The Brexit Landscape

At the time of writing Boris Johnson and Ursula von der Leyen are still busily thrashing out the details of a post-Brexit trade deal between the EU and the UK. However, it seems increasingly likely that the UK will crash out of the EU with no deal.

What this means is that the UK will immediately revert to World Trade Organization (WTO) rules on trade. Whilst this would free the country of the EU's rules, it would make the country's industries liable to potentially heavy EU tariffs.

In addition to this, industries that had been previously intertwined in the EU's regulations will find it hard to find their place in a post no-deal landscape.

This will be a worst-case scenario for both sides of the negotiating table, but at the time of writing does seem to be the most likely outcome. So, with that in mind, lets look at a couple of industries that could be most affected by a no-deal Brexit.

Online Igaming

Virgin Games, one of the biggest Online Casino providers in the UK is not based in London, Glasgow or Cardiff. Rather, like most of the big names in the British igaming market it is based out of the British territory Gibraltar.

Others who don't use Gibraltar as a hub tend to opt instead for Malta, for a myriad of tax and regulation reasons. Traditionally basing themselves in the centre of the continent like this has brought many benefits in terms of European expansion.

Virgin for example, do not only offer their online casino services to British gamers, but also to gamers from all around Europe.
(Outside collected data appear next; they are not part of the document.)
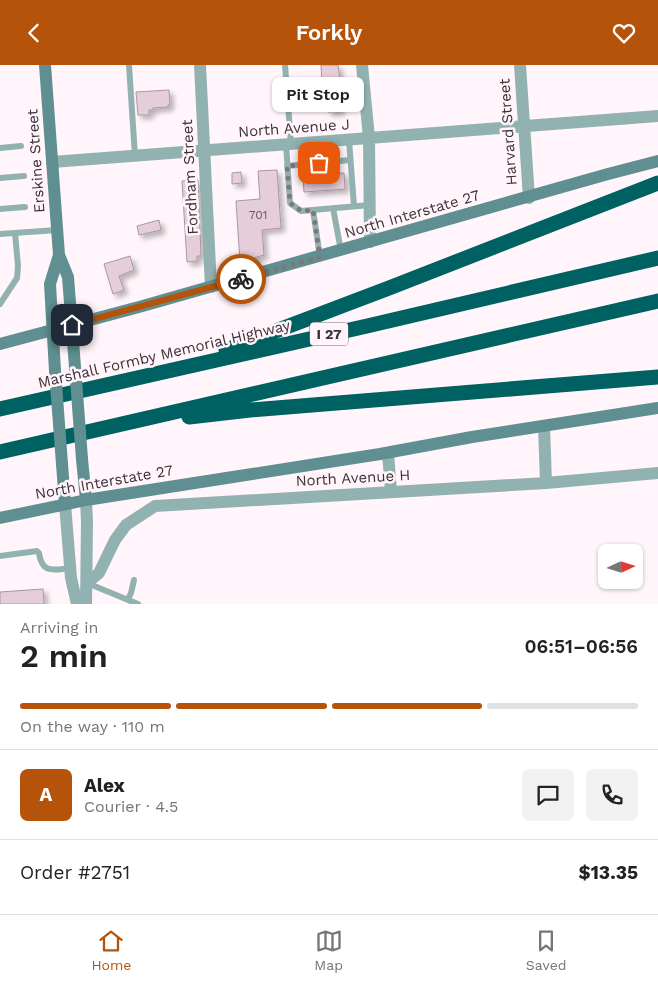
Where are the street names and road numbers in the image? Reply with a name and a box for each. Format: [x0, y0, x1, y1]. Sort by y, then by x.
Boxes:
street label: Harvard Street [495, 77, 521, 186]
street label: Erskine Street [23, 108, 49, 213]
street label: North Avenue J [238, 115, 350, 141]
street label: Fordham Street [178, 118, 202, 235]
street label: North Interstate 27 [342, 186, 482, 242]
street label: Marshall Formby Memorial Highway [36, 316, 292, 392]
road number: I 27 [310, 323, 348, 345]
street label: North Interstate 27 [34, 461, 174, 503]
street label: North Avenue H [295, 466, 411, 490]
A no-deal Brexit deal won't have an impact on igaming companies' British taxes and regulatory concerns. However, it will have a direct impact on the profits that they rake in from European gamers.
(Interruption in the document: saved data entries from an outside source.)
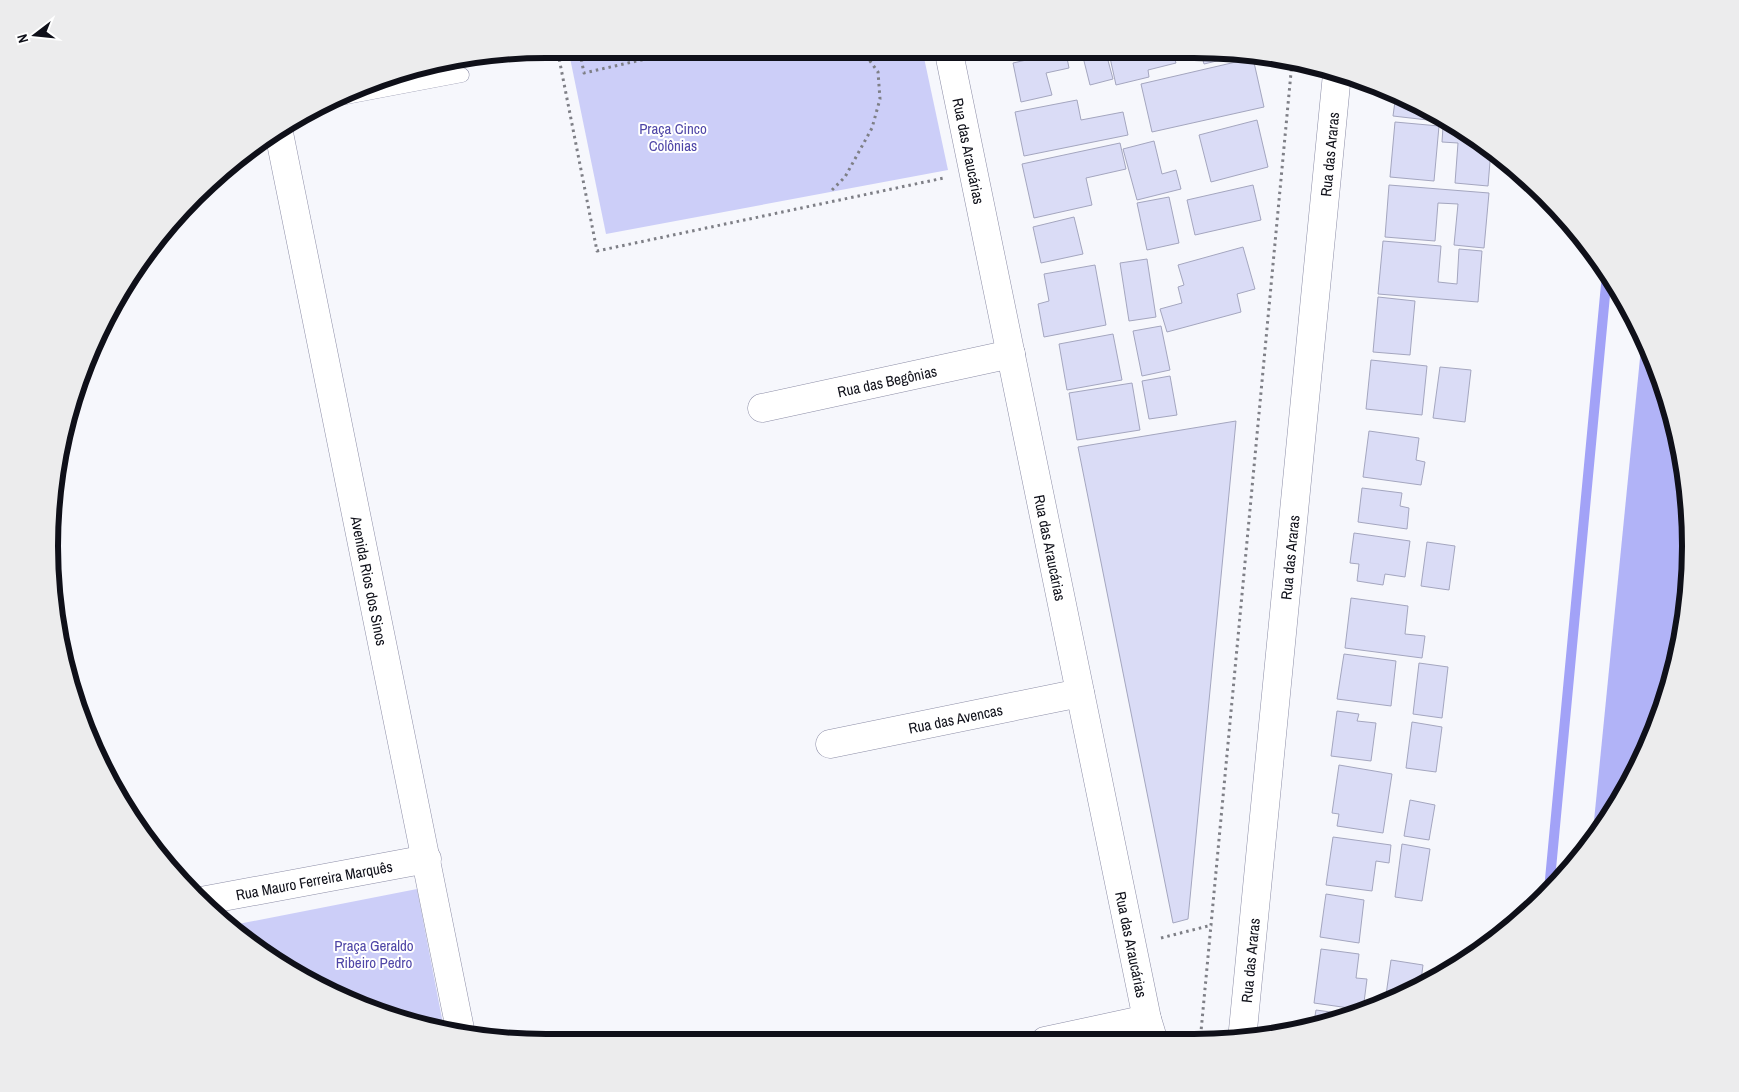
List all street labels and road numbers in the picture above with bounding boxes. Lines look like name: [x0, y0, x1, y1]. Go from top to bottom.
street label: Rua das Araucárias: [948, 96, 990, 206]
street label: Rua das Araras: [1315, 111, 1344, 198]
street label: Rua das Begônias: [835, 360, 939, 402]
street label: Rua das Araucárias: [1029, 493, 1072, 603]
street label: Avenida Rios dos Sinos: [346, 513, 393, 648]
street label: Rua das Araras: [1275, 514, 1304, 601]
street label: Rua das Avencas: [906, 699, 1004, 738]
street label: Rua Mauro Ferreira Marquês: [234, 855, 394, 905]
street label: Rua das Araucárias: [1111, 889, 1153, 1000]
street label: Rua das Araras: [1235, 917, 1264, 1004]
Just like American and Australian igaming companies, Virgin and other British suppliers will be subject to EU tariffs. What this is likely to mean is that British igaming companies European influence will be massively curtailed on the continent.

This will most likely lead to a surge in domestic EU igaming companies who will finally be able to wrestle back control of their own markets from British suppliers. How companies like Virgin are planning to deal with these tariffs and a tougher trading environment remains to be seen.

Ecommerce

If the UK does indeed leave the EU with no-deal the value of the pound will fall, there are no doubts about that. In an increasingly global economy where businesses trade not only with domestic customers, but also with foreign clients, this could be catastrophic for British businesses.
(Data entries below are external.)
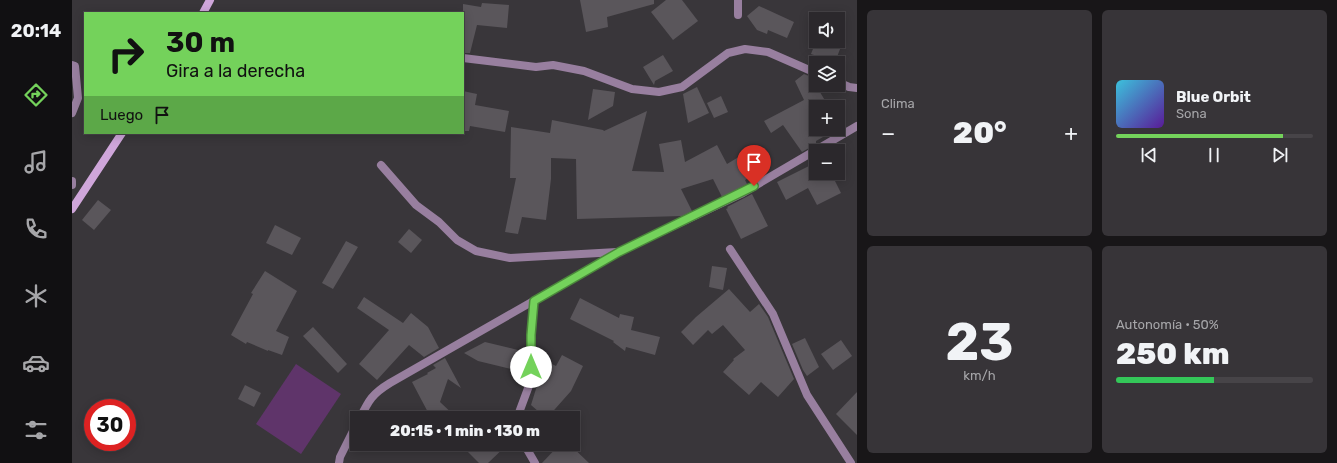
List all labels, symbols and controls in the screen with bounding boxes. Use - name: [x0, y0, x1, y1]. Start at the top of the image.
- map controls: [809, 12, 845, 180]
- button: sound: [809, 12, 845, 48]
- text: 20:14: [11, 20, 61, 42]
- text: 30 m: [166, 26, 235, 59]
- icon: right: [100, 28, 152, 80]
- button: layers: [809, 56, 845, 92]
- text: Gira a la derecha: [166, 60, 305, 82]
- icon: directions: [22, 81, 50, 109]
- text: Blue Orbit: [1176, 88, 1251, 106]
- text: Clima: [881, 96, 915, 111]
- button: +: [809, 100, 845, 136]
- icon: arrive: [151, 104, 173, 126]
- text: Luego: [100, 106, 143, 124]
- text: Sona: [1176, 106, 1207, 121]
- text: 20°: [953, 115, 1007, 151]
- text: −: [881, 120, 895, 147]
- text: +: [1064, 120, 1078, 147]
- button: −: [809, 144, 845, 180]
- icon: previous: [1138, 144, 1160, 166]
- icon: pause: [1203, 144, 1225, 166]
- icon: next: [1269, 144, 1291, 166]
- pin: [737, 145, 771, 186]
- icon: music: [22, 148, 50, 176]
- icon: arrive: [743, 151, 765, 173]
- icon: phone: [22, 215, 50, 243]
- icon: climate: [22, 282, 50, 310]
- text: 23: [945, 311, 1014, 373]
- text: Autonomía · 50%: [1116, 317, 1219, 332]
- text: 250 km: [1116, 336, 1230, 372]
- position arrow: [510, 346, 552, 388]
- icon: car: [22, 349, 50, 377]
- text: km/h: [963, 368, 996, 383]
- speed limit sign: 30: [84, 399, 136, 451]
- icon: filters: [22, 416, 50, 444]
- text: 20:15 · 1 min · 130 m: [390, 422, 540, 440]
Money will be lost on deals, profits will be slashed, and purchasing will become more difficult, but those aren't the biggest problems that a no-deal Brexit will present to the world of ecommerce.

British ecommerce companies will need to change the way that they process and store sensitive data as well as making sure that they adhere to strict EU operating guidelines whenever they sell within the Union.

So not only will they be losing money in the most basic terms from a lower value domestic currency, but they will have to invest more time to ensure that their products adhere to EU guidelines as well as British guidelines.

Sellers who are shipping alcohol products, tobacco products or energy products will also need to be weary of strict customs laws that could see their products sitting in storage containers for days and weeks before they reach their intended recipient.

In Summary

The EU has been criticised by Euro-sceptics for being prohibitive to British trade and customs for decades. However, if those critics thought that it was tough to trade as part of the EU then they will be in for a rude awakening when they discover the difficulty of doing so from the outside.

There are of course parts of the EU's regulations on trading that many can rightly point to as restrictive to business. However, as part of the EU the biggest benefit to companies is a uniformity and consistent trading environment for everyone.

Separation from that Union forces British companies to not only adhere to their own domestic regulations but to those of the EU as well. In addition to that, there will also be tariffs imposed on British businesses that will slash their profits.

Will the EU restrict British markets in the coming years? Absolutely, but perhaps it is wiser to ask who is responsible for this, the EU or the UK?